After three seasons in the Windy City, DeMar DeRozan is heading home to the West Coast to play for the Sacramento Kings. According to Adrian Wojnarowski, the Bulls, Kings, and San Antonio Spurs are executing a three-team sign-and-trade. The Kings are getting DeRozan on a three-year $74 million deal, the Bulls are getting 2021 first-rounder Chris Duarte and Sacramento's 2025 and 2028 second-round picks, while the Spurs are getting Harrison Barnes and a right to swap a 2031 first-round pick with the Kings.
This article is less about the trade itself and more about what DeRozan meant to the Bulls and what it means for them moving forward. It is officially the end of one of the most impressive individual runs we have seen from a Chicago Bulls player since Derrick Rose and Micheal Jordan. In three seasons, DeRozan averaged 25.5 points per game, 5.1 assists, and 4.7 rebounds and shot a career-high 35.2% from three-point range in the 2021-22 season. What makes this more impressive is not just the numbers, but how durable DeRozan was in his time in Chicago. As K.C. Johnson rightly pointed out on Twitter/X, DeMar played in 93% of the possible games and averaged 36.7 minutes per contest.
That first season with DeRozan, Lonzo Ball, and Alex Caruso was some of the best basketball I have ever seen the Chicago Bulls play. They climbed to No. 1 in the Eastern Conference with a record of 38-21 heading into the All-Star break and seemed poised for a deep playoff run. DeRozan was even getting some dark horse MVP buzz for his performances, especially his two game-winners on New Year's Eve against the Pacers and New Year's Day against the Washington Wizards. I remember seeing that buzzer-beater against the Pacers on TV and going bananas when he hit it, because being a Chicago sports fan, I wasn't expecting it to go in.
Unfortunately, that would be the pinnacle of DeRozan's time in Chicago, with Lonzo Ball suffering several debilitating knee injuries and the Bulls finishing that season 8-15 to fall to 6th in the East. They would get gentlemen swept by the Milwaukee Bucks, with the only win coming in DeRozan's 41-point masterclass. It's also the lone playoff win for the Bulls in the last seven years, with their last two coming in the first round in 2017 with Jimmy Butler and Dwayne Wade against the Isaiah Thomas Boston Celtics (and the play-in wins against the Toronto Raptors and Atlanta Hawks don't count).

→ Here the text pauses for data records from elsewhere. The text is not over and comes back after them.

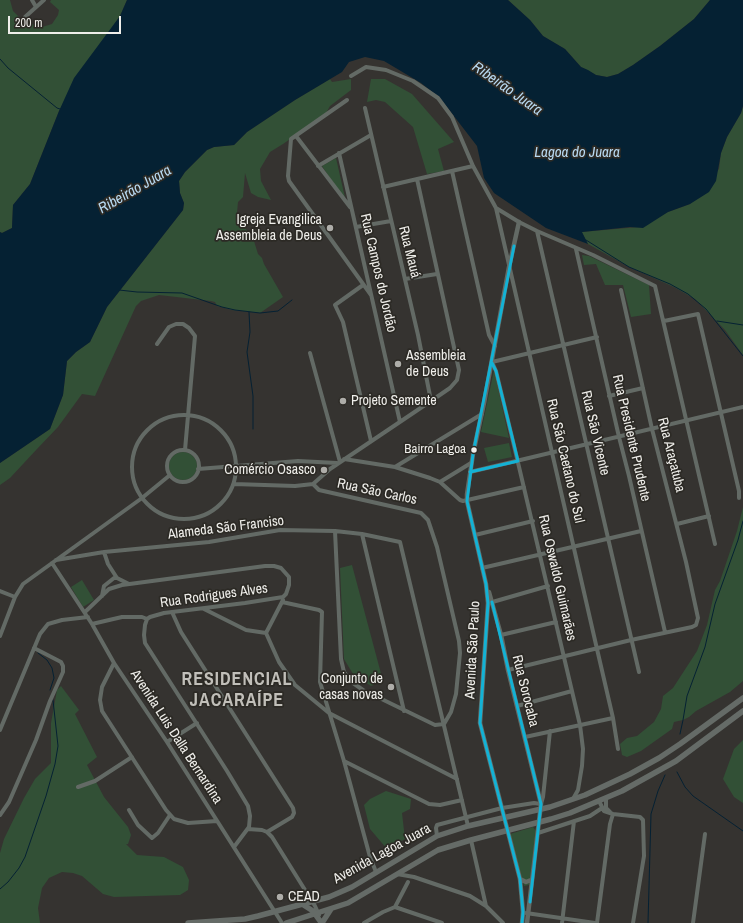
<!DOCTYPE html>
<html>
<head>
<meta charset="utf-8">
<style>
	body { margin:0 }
	#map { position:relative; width:743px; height:923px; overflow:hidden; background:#353330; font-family:"Archivo Narrow",sans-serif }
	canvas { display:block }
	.scale { position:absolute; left:8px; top:16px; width:113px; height:18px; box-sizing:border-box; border:2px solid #efeeea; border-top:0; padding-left:5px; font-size:12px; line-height:14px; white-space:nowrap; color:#efeeea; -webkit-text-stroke:3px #2c2a25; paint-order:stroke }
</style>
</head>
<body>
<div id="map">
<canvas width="743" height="923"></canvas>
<div class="scale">200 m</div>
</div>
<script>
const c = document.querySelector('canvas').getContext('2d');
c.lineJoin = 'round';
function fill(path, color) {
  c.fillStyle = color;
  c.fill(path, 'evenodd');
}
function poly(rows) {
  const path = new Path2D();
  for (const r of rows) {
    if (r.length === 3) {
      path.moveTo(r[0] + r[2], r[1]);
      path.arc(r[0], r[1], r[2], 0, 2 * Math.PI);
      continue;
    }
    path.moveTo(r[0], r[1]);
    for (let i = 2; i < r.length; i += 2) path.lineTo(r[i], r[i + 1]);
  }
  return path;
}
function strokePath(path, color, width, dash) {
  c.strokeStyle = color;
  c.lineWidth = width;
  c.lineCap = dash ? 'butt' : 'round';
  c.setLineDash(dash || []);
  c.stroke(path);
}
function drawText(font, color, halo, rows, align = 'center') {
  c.font = font + ' "Archivo Narrow",sans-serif';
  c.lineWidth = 3.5;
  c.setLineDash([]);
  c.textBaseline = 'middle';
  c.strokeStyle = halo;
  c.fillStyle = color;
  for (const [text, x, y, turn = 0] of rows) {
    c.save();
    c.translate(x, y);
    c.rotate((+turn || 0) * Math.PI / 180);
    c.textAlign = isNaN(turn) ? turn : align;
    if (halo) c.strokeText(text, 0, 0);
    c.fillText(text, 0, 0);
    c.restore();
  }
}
fill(poly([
	[0,0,10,0,13,11,21,19,37,26,42,27,52,24,58,15,59,10,50,2,51,0,127,0,120,16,59,111,30,184,13,205,12,228,2,233,0,232],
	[508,0,710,0,694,19,660,46,633,65,618,74,607,77,596,75,581,67,565,49,543,36,530,20],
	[330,79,332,82,351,79,351,90,330,106,325,115,283,144,270,152,260,169,261,181,271,200,258,197,251,193,245,173,243,197,238,202,237,213,239,219,254,241,258,254,262,258,264,264,283,297,260,313,232,310,217,306,215,302,211,301,159,295,141,301,136,306,95,396,82,394,58,427,37,449,10,478,0,485,0,463,50,429,63,395,67,361,76,352,90,342,107,307,183,210,184,203,180,193,179,181,185,172,207,150,214,147,234,145,247,132,295,100],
	[371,79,385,79,412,94,454,142,438,149,444,171,427,174,413,127,385,102,376,100,367,102],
	[743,106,743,355,725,330,695,299,674,287,629,267,588,244,581,232,639,227,668,212,690,204,719,169,721,153,727,137,741,113],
	[336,158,346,202,322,166],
	[582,255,589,256,649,285,651,314,631,317,623,285,605,285,596,264,584,265],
	[494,370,509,438,481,432],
	[509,443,512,457,488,462,484,448],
	[183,466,14],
	[743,507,743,681,730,692,696,711,689,717,683,720,674,722,672,729,641,751,627,757,622,755,620,744,627,738,637,736,654,722,661,709,663,696,673,688,697,651,707,625,715,590,720,581,737,531],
	[352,565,383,681,371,686,353,674,344,659,340,568],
	[82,580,94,600,83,607,71,587],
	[61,686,79,710,75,714,97,757,87,765,104,797,128,827,131,835,128,844,126,844,137,855,164,857,183,867,189,880,188,890,180,895,114,897,103,894,82,876,73,873,62,872,49,878,42,888,38,908,40,923,0,923,0,853,4,839,24,798,35,779,51,763,51,723,57,690],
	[743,740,743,803,734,797,723,779,734,749],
	[386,791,411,799,410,809,402,813,405,839,387,849,370,829,364,805,370,799],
	[533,827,536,831,529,885,524,886,510,834]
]), '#325036');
fill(poly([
	[127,0,508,0,530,20,543,36,565,49,581,67,588,70,596,75,607,77,618,74,633,65,660,46,694,19,710,0,743,0,743,106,741,113,727,137,721,153,716,181,709,192,690,204,668,212,643,228,630,227,582,232,588,244,546,228,494,193,484,178,477,146,440,98,421,83,384,61,365,57,349,62,342,72,295,100,247,132,234,145,214,147,207,150,185,172,179,181,180,193,184,203,183,210,107,307,90,342,76,352,67,361,63,395,50,429,0,463,0,232,2,233,12,228,13,205,30,184,59,111,74,78,120,16]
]), '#052133');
strokePath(poly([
	[0,59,8,68,57,108,60,109],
	[586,240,629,267,670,284,688,294,706,309,743,356],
	[119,290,137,292,182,293,222,307,235,310,260,313,278,311,292,300],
	[249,312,250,332,247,352,253,396,253,429],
	[717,321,743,325],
	[38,653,47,660,52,668,54,678,50,690],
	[680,734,683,720,687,696,705,647,715,604,738,540,743,521],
	[677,772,685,787,693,796,743,831],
	[0,889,8,882,19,868,25,857,46,796,55,764,58,746,53,700],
	[648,923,651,814,658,791,665,775]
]), '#052133', 1);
strokePath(poly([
	[32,0,36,7],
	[25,17,44,0],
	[351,76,366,67,386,70,413,81,438,98,452,117,473,166,496,208,519,222,537,231,593,255,655,286,715,544],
	[347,100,291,139,288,176,289,181,371,295],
	[365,108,418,335,431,401],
	[296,136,350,207],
	[339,153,400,422],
	[318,166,371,135],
	[452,171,489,335,495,346],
	[417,179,459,370,457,380,450,388,431,401,330,469,313,484,319,490,421,513,428,520,437,547,459,641,460,653,456,694,451,712,444,724],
	[383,187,473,166],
	[496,208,597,649,613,718,618,749],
	[356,227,391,221],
	[537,231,639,672],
	[576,249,619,437,629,476,665,632],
	[405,279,437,274],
	[363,285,335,305,343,322,371,441],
	[664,321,698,314,739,491,739,498],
	[157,344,169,327,176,324,183,324,189,328,195,336,185,450],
	[310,353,340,462],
	[609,396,643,388],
	[184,467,52],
	[183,466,16],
	[344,459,395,467,430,478,440,482,460,500,463,501,524,487],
	[395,467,482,414],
	[198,469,298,461,337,463],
	[470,472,743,407],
	[440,482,471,463],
	[234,484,295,486,313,484],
	[677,524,709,516],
	[335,531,341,659,344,672,353,683,363,690,435,725,444,724],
	[362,534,404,711],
	[475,535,533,521],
	[104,552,108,564,117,578],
	[56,560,104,552,209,542,280,530,335,531,362,534,400,542,468,826],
	[52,563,92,624,114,663,167,742,282,923],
	[482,568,641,531],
	[0,591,15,597],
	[102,596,104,586,114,578,117,578,129,584],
	[282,602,319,610,322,612,320,682,344,761,370,857,376,872],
	[489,603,548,586],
	[204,609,246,630,266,633],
	[85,612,109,589,122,585,265,566,274,566,281,568,289,577,289,585,286,594,283,597,245,603,164,613,150,617,147,619,145,625,144,635,145,643,227,771,248,806,250,816,249,827,234,847],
	[172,612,181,632,293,808,294,813,292,817,267,832],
	[92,624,122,617,142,617,147,619],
	[266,633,279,662,295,685,329,713,457,779],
	[266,633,283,600],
	[501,635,556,622],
	[0,636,15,597,23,584,142,498,170,475],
	[114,663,102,687,100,700,102,711,166,810,174,819,188,823,217,821],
	[508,670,631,640,692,627,696,625,698,618,686,562,652,429,621,290],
	[517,706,572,691],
	[0,730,40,634,48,624,62,620,88,617],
	[525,737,613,718],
	[167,742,197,723],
	[344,761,429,804,440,805,462,800],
	[78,787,95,781,132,757],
	[606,798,606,808,610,812],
	[573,799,578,790,582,766,583,749,580,725,511,433,496,371,492,362,597,337],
	[599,801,604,811,613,814,640,817,643,820,644,856,633,923],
	[129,810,138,825,152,838,158,833,170,815],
	[0,815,9,802,36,740,50,701,63,672,63,666,61,662,34,648],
	[248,829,262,830,267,832,272,837,315,906,319,915],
	[538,833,590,816,602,808],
	[437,836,436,828,437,825,502,808,534,803,541,804,543,797,550,731],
	[471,840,486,906],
	[397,874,414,877,470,896,486,906,503,923],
	[395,907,442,923],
	[526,913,595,923],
	[364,923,383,912,395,907,408,882],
	[562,923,574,821],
	[597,923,610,824,613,814],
	[693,923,705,834]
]), '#636a65', 4);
strokePath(poly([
	[519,222,509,267,484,403,473,454,467,494,467,501,486,584,488,603,480,723,520,879,523,912,522,923],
	[489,592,501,635,508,670,541,804,527,923],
	[520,879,526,882,531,880]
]), '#636a65', 4.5);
strokePath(poly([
	[302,904,313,911,320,921],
	[188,923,245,919,258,916,329,897,352,887,437,836,468,826,550,807,585,795,630,774,659,758,680,744,743,698],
	[286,923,348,903,438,850,471,840,551,819,570,813,622,791,676,761,743,711],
	[322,923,331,909]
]), '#656b67', 5.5);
strokePath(poly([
	[514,246,473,454,467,501,486,584,488,603,480,723,520,879,523,912,522,923],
	[470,472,518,461,496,371,492,363],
	[492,602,541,804,530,902]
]), '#13b2d5', 3);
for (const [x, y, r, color] of [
	[330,228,4,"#aeada9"],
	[398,364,4,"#aeada9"],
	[343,401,4,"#aeada9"],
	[474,450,3.5,"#efeeea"],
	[324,470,4,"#aeada9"],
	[391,687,4,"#aeada9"],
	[280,897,4,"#aeada9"]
]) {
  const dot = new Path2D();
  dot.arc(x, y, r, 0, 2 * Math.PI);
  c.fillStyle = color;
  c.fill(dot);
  strokePath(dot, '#2c2a25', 1.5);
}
drawText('13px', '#efeeea', '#2c2a25', [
	["Bairro Lagoa",466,450]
], 'right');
drawText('14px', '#efeeea', '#2c2a25', [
	["Igreja Evangilica",322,220],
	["Assembleia de Deus",322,236],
	["Assembleia",406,356,"left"],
	["de Deus",406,372,"left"],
	["Projeto Semente",351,401,"left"],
	["Comércio Osasco",316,470],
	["Conjunto de",383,679],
	["casas novas",383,695],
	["CEAD",288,897,"left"]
], 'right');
drawText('14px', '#efeeea', '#2c2a25', [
	["Rua Mauá",409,252,76],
	["Rua Campos do Jordão",378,273,77],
	["Rua São Vicente",595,433,77],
	["Rua Presidente Prudente",631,438,77],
	["Rua Araçatuba",671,455,76],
	["Rua São Caetano do Sul",565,461,77],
	["Rua São Carlos",377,492,12],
	["Alameda São Franciso",226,528,-7],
	["Rua Oswaldo Guimarães",557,578,77],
	["Rua Rodrigues Alves",214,596,-8],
	["Avenida São Paulo",473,650,-87],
	["Rua Sorocaba",525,691,76],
	["Avenida Luis Dalla Bernardina",176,737,57],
	["Avenida Lagoa Juara",382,854,-29]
]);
drawText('italic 15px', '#b9daf2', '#2c2a25', [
	["Ribeirão Juara",507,89,35],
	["Lagoa do Juara",577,153],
	["Ribeirão Juara",135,190,-30]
]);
c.letterSpacing = '1px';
drawText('bold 18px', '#c1bfb9', '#2c2a25', [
	["RESIDENCIAL",237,680],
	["JACARAÍPE",237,701]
]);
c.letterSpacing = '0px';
</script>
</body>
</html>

While this does hurt and the return for someone who has given his all for the city of Chicago was truly pitiful, this was the right move all the way, for both the Bulls and DeRozan. Trading away Alex Caruso for Josh Giddey signaled that they were finally ready to tear the team down and begin a youth movement. There were times I was concerned that the Bulls who do what they have always done, which is half-ass a rebuild and keep talented veterans to keep people in the seats. As for DeRozan, he gets to head to a team looking to make it back to the playoffs in a stacked Western Conference, where he will get to play with De'Aaron Fox and Domantas Sabonis.
I wish DeMar the best of luck in Sacramento and hope he gets to show why he's one of the most underrated players in basketball. Thank you for everything you did for the Bulls and for reigniting a love for basketball in a city that had gone through three years of tanking and couldn't see the light at the end of the tunnel.